Not every young activist is working on the national stage. Many are working at the local and state levels, and their work is equally powerful. High school student Wendy Gao advocates for the Solar on the Schools program in Fairfax County and has seen the tangible effects of her activism. She told the crowd, “Earlier this month, our Fairfax County government announced that they would seek bids to install solar panels and more than 200 school and government buildings. So my peers give me hope, but [so do] my Fairfax County government officials and most of the people that are sitting in this room today... We can save our earth together.”

Mitra Kashani, George Mason graduate school student, campus and Sunrise activist, spoke about gains at the state level, and being motivated by the science (which scares her) and the natural world (which she feels a special connection to). When I asked why we needed big, bold solutions like the Green New Deal instead of smaller, incremental changes, Mitra said, “I'm going to go all full-on AOC [Rep. Alexandria Ocasio-Cortez] here. That answer would have been great 30 years ago, or 20 years ago. Today—we've waited too long. We have to have ambition. We can't do piecemeal solutions anymore. We have to ascend to the scale of the climate crisis.”


The speeches were rounded out by Virginia State Senator Chap Petersen and Delegate Elizabeth Guzman, both champions of climate action and important voices in state politics.


I felt inspired. But I felt grounded by the community of activists around me. There was this mixture of warmth and camaraderie, optimism, anger, and frustration, and then some optimism again. We were this big, messy family, determined to work together, to cheer each other on. As Alexandria chanted, “Our Future! Our Earth!”
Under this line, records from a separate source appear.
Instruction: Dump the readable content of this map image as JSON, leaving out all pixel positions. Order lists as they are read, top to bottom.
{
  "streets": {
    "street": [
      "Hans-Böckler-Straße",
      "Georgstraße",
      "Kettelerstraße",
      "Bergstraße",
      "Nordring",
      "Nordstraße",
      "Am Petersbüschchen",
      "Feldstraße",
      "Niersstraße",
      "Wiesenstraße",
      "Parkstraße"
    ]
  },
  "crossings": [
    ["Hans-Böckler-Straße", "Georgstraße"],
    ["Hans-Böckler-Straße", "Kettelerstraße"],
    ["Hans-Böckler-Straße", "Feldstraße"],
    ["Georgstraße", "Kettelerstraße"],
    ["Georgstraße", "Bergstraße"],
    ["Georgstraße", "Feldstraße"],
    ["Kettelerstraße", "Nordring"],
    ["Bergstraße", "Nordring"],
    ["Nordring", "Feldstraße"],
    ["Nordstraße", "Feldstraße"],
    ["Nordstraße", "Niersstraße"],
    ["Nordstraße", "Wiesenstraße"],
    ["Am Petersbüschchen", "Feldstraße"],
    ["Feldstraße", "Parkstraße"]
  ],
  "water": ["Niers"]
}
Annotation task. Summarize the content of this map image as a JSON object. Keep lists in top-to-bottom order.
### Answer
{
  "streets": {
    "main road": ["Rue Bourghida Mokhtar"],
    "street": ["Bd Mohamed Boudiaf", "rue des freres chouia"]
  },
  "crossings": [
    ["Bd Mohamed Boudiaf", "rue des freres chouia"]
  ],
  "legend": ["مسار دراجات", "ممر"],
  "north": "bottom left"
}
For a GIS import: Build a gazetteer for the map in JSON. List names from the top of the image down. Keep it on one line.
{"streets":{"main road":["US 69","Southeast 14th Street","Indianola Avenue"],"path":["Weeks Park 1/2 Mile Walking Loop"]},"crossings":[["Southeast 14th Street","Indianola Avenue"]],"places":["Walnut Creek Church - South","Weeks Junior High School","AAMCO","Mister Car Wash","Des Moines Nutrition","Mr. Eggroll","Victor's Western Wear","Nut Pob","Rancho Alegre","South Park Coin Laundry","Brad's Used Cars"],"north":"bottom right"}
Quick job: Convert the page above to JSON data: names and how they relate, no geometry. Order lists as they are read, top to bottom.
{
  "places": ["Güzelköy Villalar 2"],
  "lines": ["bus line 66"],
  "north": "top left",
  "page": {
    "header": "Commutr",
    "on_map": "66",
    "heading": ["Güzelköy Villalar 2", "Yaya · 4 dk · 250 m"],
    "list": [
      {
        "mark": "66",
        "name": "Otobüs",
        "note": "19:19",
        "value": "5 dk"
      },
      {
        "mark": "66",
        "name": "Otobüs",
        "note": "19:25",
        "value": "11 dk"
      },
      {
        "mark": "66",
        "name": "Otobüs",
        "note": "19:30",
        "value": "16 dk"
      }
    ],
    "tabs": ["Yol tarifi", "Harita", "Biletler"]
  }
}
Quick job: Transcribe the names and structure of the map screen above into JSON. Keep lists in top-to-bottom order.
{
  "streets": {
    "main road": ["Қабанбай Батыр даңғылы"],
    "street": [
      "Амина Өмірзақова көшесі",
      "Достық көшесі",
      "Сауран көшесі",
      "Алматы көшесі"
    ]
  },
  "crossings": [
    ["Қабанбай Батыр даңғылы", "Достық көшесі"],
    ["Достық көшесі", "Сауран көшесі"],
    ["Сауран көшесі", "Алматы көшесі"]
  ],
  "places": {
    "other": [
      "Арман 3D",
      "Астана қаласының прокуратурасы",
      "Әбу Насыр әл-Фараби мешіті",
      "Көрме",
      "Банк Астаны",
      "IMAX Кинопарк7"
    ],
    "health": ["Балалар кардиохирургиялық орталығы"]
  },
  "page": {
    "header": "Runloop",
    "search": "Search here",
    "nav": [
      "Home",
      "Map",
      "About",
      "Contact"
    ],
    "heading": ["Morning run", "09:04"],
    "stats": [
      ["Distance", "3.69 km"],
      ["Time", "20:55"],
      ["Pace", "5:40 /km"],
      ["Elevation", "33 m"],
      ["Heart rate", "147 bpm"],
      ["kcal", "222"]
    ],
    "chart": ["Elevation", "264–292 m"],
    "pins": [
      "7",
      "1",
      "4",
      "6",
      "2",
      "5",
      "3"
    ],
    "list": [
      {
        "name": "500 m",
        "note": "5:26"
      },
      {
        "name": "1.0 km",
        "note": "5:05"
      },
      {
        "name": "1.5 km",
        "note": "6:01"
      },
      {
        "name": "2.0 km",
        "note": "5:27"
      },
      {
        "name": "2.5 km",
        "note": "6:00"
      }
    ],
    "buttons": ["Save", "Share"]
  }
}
Rally co-sponsors: 350 Alexandria; 350 Fairfax; 350 Loudoun; Chesapeake Climate Action Network; Climate Reality Project—NOVA chapter; Faith Alliance for Climate Solutions; Food & Water Watch; Greater Prince William Climate Action Network; Green Muslims; Herndon-Reston Indivisible; Moms Clean Air Force; Mothers Out Front; Network NOVA; NOVA Climate; Our Revolution—Alexandria; Our Revolution—Arlington; Our Revolution—Northern Virginia; Sierra Club—Virginia Chapter; Sierra Club—Great Falls Group; Sunrise Movement; Virginia Student Environmental Coalition—GMU chapter.

About the Mother’s Day Climate Rally: Mother’s Day has its origins in the Mother’s Day Proclamation, written in 1870 by abolitionist and suffragette Julia Ward Howe. In the wake of the civil war, Howe sought to mobilize mothers around the world to protect future generations of children by outlawing war. The Mother’s Day Climate Rally renews the holiday’s activist spirit by mobilizing people to act on the most important issue of our time, the climate crisis.  

 
 
 

Norah Vawter is excited to join DCTrending as an editor. She earned her M.F.A. in creative writing from George Mason University. She has published articles, op-eds, and essays on parenting, politics, and lifestyle topics in The Washington Post, OtherWords, Posh Seven, Scary Mommy, JustBE Parenting, among others.